The center, which recently added a visualization lab, will demonstrate some of its most advanced tools at an open house 4-6 p.m. Thursday, May 9. There’s lots to see.
On a typical day in the center, you may find grad student Rahul Bhosle using a data visualization program to find the optimal locations for food distribution centers in poor neighborhoods where access to affordable food is limited.
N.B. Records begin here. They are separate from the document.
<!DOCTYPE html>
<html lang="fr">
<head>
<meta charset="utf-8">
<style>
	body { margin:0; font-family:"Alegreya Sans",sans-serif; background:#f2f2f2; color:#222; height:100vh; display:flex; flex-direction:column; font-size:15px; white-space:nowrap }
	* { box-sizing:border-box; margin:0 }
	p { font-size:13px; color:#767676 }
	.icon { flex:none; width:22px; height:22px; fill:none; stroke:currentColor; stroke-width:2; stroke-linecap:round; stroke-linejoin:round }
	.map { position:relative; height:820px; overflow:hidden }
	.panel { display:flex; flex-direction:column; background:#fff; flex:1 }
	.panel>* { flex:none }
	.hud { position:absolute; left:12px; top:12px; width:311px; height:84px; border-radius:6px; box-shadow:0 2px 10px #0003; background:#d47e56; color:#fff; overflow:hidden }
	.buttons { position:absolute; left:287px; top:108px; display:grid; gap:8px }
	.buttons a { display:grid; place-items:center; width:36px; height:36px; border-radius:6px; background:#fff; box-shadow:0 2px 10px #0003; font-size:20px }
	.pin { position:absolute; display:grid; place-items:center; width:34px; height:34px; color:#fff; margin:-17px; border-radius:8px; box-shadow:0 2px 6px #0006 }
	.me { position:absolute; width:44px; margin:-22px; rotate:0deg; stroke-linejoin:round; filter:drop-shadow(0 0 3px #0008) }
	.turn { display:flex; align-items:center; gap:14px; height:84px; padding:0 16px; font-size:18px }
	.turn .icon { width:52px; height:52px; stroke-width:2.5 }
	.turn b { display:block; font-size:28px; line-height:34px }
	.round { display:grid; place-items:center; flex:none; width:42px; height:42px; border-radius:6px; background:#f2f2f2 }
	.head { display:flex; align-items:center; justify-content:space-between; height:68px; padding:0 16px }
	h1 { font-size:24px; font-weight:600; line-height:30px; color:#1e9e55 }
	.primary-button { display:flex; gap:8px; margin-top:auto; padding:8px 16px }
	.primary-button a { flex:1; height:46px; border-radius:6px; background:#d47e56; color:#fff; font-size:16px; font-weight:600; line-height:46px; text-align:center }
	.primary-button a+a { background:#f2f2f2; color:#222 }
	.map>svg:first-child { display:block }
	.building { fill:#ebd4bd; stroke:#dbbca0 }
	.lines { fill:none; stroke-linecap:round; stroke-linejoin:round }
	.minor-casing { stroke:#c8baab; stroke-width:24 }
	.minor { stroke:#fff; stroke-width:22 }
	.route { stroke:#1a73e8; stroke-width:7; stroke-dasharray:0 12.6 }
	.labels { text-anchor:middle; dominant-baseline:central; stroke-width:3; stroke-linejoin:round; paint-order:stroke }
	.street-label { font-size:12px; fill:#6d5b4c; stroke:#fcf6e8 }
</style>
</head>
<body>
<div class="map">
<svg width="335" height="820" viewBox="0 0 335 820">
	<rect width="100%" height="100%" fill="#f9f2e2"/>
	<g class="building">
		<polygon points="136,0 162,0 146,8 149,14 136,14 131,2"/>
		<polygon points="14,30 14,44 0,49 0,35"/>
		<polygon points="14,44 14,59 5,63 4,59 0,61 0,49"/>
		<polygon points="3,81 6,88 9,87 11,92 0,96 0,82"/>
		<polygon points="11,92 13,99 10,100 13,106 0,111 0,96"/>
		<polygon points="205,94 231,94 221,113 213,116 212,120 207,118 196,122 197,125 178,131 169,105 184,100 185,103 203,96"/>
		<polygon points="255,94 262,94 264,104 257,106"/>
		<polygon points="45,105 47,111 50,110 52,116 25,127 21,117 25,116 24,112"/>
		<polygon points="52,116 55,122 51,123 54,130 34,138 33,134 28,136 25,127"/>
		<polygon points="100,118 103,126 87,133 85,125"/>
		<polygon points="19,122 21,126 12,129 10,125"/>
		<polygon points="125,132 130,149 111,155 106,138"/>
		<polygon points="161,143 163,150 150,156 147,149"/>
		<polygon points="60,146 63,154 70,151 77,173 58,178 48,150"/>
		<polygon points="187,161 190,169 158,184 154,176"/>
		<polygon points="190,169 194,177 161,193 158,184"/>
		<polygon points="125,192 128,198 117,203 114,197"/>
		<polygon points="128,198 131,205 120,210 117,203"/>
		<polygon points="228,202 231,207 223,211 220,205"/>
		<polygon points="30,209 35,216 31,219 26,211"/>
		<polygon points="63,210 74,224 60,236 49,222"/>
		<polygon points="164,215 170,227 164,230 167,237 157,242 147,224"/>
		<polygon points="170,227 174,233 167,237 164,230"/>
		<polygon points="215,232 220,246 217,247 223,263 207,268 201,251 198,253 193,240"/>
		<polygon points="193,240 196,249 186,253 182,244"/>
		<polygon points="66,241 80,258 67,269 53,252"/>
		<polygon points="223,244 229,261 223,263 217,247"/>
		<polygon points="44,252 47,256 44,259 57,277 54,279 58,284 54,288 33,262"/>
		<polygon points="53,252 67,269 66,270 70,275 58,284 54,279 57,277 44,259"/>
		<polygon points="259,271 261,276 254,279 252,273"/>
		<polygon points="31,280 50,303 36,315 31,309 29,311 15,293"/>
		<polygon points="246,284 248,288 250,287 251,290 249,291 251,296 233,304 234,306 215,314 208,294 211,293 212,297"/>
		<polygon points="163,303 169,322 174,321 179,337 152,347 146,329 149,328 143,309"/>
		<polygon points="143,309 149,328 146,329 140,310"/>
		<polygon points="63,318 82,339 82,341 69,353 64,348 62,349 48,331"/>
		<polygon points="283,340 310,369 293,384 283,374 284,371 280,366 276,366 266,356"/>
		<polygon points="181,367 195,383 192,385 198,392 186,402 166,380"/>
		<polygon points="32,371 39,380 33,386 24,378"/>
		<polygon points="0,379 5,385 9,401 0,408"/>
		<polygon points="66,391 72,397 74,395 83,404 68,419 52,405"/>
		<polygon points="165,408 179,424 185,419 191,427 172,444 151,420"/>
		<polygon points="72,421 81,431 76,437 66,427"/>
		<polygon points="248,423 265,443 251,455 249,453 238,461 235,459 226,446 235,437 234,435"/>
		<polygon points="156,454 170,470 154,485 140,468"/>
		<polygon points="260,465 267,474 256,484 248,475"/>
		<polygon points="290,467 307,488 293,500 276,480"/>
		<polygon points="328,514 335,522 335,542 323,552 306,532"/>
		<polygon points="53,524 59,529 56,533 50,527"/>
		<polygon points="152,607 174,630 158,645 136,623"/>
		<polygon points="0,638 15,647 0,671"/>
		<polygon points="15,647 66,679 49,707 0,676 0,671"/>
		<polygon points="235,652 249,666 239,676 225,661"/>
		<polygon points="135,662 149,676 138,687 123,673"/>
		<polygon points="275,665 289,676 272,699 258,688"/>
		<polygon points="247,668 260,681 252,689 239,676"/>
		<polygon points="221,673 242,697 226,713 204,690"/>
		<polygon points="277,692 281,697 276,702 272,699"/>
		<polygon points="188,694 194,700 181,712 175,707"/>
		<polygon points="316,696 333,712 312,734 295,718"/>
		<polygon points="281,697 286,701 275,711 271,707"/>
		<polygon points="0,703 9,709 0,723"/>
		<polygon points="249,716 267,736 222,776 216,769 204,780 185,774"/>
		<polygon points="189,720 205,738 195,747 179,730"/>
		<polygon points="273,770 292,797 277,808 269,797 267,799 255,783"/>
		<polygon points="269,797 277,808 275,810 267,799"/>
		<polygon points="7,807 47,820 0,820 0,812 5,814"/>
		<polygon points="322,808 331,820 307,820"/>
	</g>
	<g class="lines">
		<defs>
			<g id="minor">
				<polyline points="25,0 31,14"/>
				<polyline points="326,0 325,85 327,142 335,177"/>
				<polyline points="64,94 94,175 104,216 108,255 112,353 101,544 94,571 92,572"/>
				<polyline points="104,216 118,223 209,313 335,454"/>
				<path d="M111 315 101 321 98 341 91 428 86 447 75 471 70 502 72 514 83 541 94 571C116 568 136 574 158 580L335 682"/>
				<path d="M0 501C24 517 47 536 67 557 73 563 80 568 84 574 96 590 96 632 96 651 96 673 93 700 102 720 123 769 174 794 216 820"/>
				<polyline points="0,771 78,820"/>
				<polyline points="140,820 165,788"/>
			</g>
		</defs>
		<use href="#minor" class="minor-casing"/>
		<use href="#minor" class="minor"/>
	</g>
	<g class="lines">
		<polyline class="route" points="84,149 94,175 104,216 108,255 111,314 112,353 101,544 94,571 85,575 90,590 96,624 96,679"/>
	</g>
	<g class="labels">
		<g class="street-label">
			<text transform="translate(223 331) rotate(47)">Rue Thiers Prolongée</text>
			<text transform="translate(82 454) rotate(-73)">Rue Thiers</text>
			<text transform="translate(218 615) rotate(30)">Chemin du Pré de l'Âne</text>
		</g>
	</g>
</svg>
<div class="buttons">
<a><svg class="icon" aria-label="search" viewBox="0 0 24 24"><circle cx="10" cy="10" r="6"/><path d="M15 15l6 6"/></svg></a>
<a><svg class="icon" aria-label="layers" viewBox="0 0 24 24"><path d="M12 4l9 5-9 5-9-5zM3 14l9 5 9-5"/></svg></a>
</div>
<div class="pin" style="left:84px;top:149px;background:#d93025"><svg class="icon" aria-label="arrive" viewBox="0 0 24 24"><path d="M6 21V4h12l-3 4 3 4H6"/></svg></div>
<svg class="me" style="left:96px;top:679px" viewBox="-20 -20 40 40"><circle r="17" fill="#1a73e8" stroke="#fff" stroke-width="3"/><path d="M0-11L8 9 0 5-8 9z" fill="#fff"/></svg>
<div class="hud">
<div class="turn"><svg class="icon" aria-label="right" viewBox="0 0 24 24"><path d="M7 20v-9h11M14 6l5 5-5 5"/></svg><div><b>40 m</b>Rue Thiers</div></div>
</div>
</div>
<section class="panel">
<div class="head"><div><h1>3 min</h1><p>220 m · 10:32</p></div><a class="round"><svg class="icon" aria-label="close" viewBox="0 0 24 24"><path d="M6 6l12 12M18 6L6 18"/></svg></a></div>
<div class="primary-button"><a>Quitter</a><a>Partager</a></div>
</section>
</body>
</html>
Or you may run into Makiko Shukunobe, a recent graduate who’s developing a virtual reality program that could be used to help train firefighters.
Highly Collaborative
In fact, the uses of geospatial technology are surprisingly varied and nearly limitless.
“It’s tied into things as far flung as environmental engineering, natural resource management, archeology, city planning, landscape architecture, bioinformatics and law enforcement,” Devine says. “It touches anything that involves transportation, mapping, moving and locational data.”
To prove it, he points to collaborations the center has with more than 20 departments at NC State this year, as well as partnerships with the new Hunt Library on Centennial Campus and the Nature Research Center at the Museum of Natural Sciences.
“It’s a wonderful field to be in,” he adds. “You deal with everybody.”
Skills in Demand
The center offers a Master of Geospatial Information Science and Technology as well as a graduate certificate and two graduate minors. The discipline is popular with students, Devine says, because the skills it teaches are in demand.
“Geospatial information trades into more competitiveness in the job markets,” he says.
As a result, the program is “bursting at the seams,” with 150 master’s students and 180 certificate students this semester.